*Dataset entries:*
□ □ □ □ □
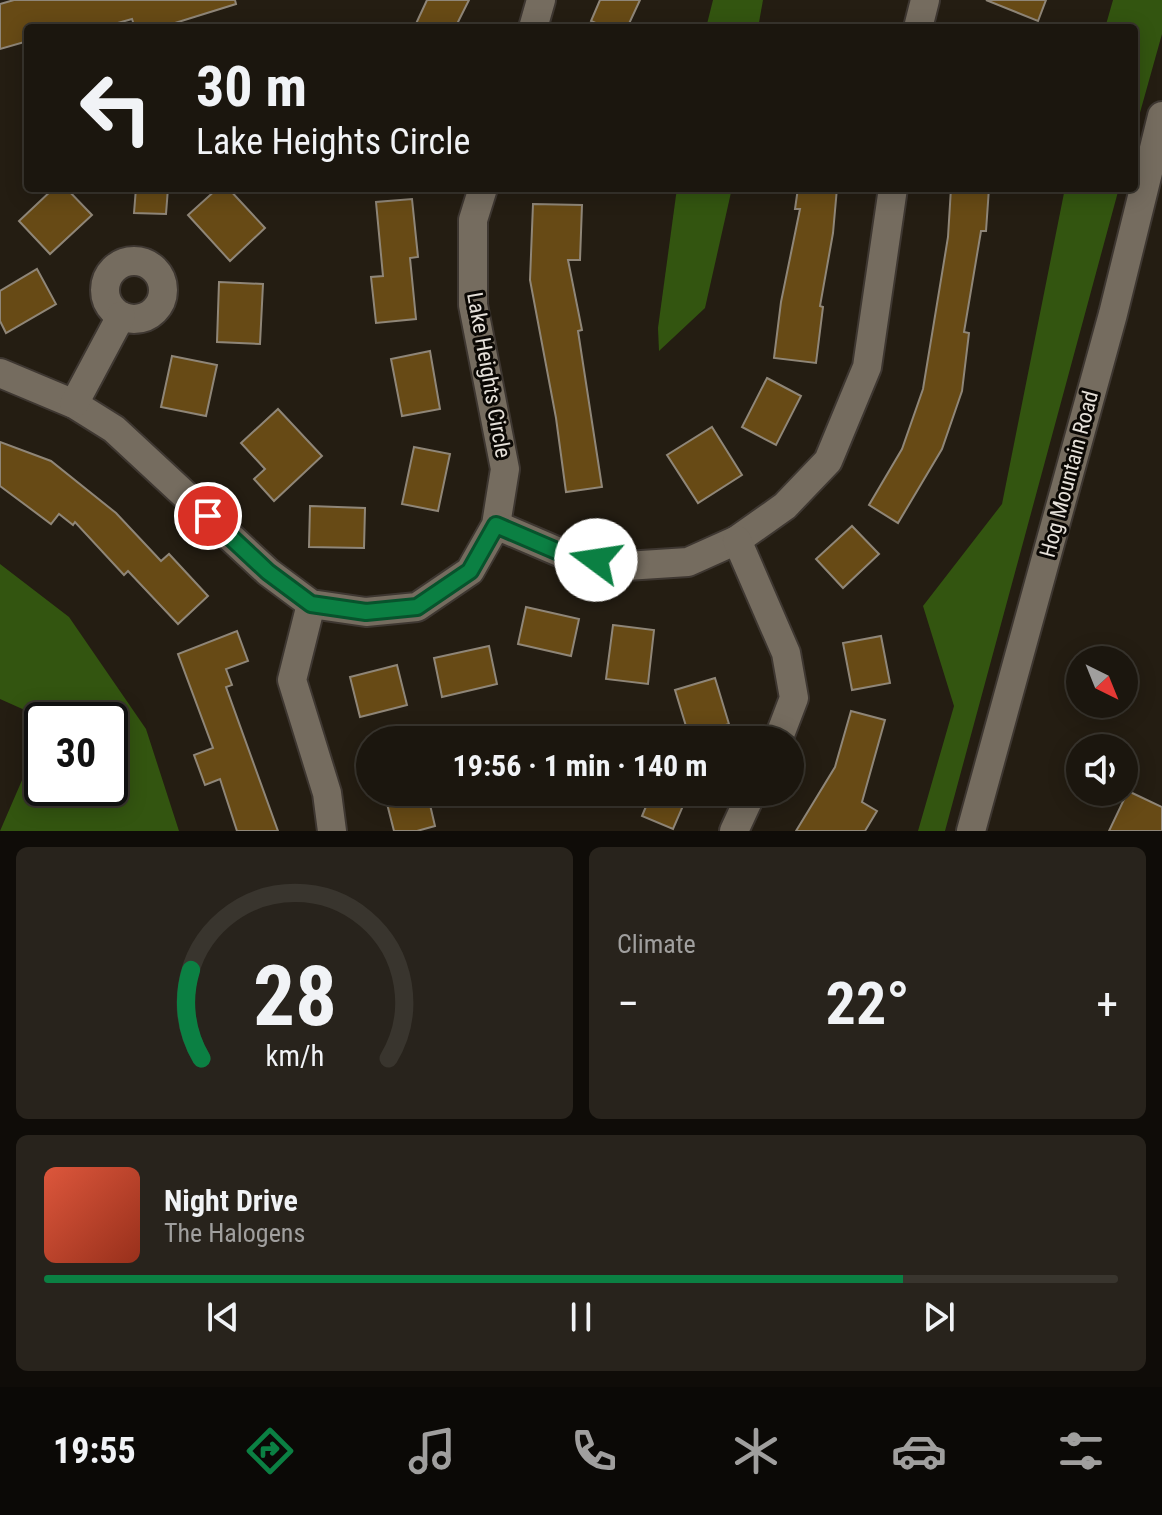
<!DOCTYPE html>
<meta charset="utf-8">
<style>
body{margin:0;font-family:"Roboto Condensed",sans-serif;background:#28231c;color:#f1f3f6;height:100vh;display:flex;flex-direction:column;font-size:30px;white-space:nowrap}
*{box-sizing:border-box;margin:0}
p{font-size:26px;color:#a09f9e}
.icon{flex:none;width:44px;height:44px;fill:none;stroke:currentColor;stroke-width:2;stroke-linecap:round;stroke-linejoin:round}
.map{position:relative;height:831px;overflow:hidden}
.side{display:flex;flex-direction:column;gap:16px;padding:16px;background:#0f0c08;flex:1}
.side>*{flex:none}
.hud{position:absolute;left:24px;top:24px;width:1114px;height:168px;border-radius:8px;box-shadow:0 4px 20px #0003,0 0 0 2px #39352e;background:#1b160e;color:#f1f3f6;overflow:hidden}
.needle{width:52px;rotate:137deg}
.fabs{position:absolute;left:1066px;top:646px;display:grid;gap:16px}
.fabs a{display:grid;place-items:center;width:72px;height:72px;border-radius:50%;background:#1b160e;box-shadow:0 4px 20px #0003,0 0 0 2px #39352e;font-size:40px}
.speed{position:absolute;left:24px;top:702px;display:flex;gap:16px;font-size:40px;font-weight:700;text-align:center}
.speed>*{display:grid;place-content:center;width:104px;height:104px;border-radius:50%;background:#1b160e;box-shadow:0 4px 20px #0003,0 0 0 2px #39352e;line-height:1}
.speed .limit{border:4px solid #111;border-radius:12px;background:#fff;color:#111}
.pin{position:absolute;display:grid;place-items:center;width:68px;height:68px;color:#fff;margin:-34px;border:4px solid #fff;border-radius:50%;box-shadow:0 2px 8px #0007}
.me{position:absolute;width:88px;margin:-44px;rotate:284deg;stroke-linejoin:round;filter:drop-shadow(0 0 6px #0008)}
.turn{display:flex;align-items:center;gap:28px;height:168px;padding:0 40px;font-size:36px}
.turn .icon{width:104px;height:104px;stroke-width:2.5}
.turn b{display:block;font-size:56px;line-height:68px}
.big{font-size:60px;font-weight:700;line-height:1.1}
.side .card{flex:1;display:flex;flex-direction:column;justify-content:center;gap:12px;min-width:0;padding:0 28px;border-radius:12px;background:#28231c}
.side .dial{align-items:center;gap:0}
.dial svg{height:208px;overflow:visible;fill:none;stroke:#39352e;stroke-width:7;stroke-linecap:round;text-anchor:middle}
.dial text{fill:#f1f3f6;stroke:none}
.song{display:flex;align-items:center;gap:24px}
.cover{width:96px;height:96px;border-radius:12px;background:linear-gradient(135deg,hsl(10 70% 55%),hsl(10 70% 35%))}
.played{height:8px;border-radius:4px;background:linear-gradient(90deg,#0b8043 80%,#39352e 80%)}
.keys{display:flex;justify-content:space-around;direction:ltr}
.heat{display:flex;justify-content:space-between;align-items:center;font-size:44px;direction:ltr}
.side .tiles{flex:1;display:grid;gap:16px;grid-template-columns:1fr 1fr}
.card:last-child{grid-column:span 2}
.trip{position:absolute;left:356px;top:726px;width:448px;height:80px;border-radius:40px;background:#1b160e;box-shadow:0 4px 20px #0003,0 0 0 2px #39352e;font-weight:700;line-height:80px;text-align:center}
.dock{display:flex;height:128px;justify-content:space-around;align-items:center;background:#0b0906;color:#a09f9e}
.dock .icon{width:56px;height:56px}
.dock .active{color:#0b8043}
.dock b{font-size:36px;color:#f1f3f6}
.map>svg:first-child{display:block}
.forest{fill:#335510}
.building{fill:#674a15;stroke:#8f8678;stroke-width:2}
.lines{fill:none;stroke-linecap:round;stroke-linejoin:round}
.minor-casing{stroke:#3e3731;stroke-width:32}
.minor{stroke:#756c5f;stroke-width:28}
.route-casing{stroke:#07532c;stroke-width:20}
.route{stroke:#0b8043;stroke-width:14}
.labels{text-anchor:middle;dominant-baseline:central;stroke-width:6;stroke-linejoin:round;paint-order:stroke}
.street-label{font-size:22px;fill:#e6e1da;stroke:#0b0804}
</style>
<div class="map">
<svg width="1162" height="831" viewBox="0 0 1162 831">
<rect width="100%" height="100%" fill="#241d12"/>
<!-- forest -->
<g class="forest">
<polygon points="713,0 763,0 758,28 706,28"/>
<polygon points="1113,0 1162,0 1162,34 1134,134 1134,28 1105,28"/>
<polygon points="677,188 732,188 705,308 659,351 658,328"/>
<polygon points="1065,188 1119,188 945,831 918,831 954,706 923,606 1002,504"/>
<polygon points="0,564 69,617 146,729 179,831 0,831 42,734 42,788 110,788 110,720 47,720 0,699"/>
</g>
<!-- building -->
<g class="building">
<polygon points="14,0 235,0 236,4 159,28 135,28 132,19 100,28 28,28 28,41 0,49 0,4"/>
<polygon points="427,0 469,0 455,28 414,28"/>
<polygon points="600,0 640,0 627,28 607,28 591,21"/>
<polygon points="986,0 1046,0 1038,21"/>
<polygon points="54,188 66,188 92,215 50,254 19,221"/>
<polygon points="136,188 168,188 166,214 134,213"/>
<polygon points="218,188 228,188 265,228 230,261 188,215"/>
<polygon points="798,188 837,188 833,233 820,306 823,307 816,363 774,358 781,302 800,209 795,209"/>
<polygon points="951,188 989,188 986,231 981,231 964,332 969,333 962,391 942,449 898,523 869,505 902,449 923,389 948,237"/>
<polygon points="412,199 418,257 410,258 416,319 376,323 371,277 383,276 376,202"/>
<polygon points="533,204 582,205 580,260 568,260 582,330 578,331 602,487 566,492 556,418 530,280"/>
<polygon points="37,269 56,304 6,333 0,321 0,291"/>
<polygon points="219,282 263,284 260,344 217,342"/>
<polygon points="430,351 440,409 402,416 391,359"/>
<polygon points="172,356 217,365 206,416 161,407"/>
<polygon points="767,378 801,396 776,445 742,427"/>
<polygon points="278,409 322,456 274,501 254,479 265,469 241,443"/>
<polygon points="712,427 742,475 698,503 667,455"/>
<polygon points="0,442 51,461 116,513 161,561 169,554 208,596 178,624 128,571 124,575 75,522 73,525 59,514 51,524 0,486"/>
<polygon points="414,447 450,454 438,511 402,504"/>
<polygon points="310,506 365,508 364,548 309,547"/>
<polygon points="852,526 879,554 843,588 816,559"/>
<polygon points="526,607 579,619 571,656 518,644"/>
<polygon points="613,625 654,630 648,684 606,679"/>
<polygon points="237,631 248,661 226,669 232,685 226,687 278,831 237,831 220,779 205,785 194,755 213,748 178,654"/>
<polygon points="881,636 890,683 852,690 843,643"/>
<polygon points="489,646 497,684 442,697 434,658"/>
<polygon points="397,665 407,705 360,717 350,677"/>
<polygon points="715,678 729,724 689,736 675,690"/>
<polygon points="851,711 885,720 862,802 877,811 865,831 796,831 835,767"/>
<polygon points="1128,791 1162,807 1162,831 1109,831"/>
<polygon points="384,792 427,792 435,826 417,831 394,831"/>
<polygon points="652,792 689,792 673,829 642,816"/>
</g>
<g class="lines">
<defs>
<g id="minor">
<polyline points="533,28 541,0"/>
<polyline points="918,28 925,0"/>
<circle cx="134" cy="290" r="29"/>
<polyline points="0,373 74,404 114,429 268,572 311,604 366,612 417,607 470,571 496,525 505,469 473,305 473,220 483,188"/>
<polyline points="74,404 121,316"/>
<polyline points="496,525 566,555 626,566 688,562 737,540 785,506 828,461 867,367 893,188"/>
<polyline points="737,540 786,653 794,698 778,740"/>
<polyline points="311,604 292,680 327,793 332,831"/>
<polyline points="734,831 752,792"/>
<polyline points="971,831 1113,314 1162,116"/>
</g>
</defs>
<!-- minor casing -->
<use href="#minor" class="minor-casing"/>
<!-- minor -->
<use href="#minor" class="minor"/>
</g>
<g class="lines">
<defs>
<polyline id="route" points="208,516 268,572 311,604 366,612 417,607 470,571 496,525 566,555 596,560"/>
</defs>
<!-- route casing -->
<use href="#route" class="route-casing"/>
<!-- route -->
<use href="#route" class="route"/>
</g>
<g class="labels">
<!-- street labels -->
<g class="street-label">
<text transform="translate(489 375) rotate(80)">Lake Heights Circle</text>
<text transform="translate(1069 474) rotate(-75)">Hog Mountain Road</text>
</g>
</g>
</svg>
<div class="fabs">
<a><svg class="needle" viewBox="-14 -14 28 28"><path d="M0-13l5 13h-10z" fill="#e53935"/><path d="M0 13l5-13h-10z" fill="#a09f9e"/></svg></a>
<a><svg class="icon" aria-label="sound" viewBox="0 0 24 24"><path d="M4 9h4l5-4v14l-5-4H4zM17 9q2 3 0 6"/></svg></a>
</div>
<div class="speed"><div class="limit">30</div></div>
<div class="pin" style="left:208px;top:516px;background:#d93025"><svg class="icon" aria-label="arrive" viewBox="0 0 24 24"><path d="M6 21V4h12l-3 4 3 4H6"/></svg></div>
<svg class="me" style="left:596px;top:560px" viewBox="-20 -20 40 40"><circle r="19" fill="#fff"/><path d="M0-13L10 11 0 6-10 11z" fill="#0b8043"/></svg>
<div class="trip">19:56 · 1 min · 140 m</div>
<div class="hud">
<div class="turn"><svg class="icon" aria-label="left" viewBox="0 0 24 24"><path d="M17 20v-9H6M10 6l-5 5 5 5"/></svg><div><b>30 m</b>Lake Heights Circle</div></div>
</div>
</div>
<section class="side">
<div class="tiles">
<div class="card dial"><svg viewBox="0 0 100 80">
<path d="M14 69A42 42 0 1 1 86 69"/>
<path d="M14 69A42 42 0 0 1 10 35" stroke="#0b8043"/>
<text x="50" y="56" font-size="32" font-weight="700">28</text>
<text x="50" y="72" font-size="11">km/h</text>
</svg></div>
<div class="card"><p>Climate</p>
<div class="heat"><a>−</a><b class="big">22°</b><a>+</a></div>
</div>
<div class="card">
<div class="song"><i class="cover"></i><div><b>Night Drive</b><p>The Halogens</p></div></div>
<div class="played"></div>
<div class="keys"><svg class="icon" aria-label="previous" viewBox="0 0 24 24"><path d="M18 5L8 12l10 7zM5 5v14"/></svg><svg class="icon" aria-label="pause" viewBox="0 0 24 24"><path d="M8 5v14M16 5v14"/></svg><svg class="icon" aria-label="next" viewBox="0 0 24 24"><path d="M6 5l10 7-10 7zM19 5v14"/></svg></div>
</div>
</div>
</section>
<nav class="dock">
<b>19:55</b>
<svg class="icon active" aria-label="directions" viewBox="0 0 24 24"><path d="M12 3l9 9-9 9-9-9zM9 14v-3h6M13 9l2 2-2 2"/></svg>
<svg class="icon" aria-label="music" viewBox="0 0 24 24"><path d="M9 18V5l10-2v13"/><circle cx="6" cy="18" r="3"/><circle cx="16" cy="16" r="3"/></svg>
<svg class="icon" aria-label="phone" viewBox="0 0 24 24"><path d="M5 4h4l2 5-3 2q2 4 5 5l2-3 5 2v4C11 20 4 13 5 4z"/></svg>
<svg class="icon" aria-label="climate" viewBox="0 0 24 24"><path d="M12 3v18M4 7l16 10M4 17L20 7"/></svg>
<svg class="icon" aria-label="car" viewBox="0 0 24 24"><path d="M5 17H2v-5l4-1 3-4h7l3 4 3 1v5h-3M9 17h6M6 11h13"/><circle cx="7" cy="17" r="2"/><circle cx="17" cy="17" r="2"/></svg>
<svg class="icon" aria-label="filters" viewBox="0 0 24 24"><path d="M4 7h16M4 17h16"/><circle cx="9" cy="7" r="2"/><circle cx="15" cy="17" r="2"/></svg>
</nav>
□ □ □ □ □
*About this task:* For this exercise, copy each line from the listing above that has the word "heat".

*Output of the exercise:*
.heat{display:flex;justify-content:space-between;align-items:center;font-size:44px;direction:ltr}
<div class="heat"><a>−</a><b class="big">22°</b><a>+</a></div>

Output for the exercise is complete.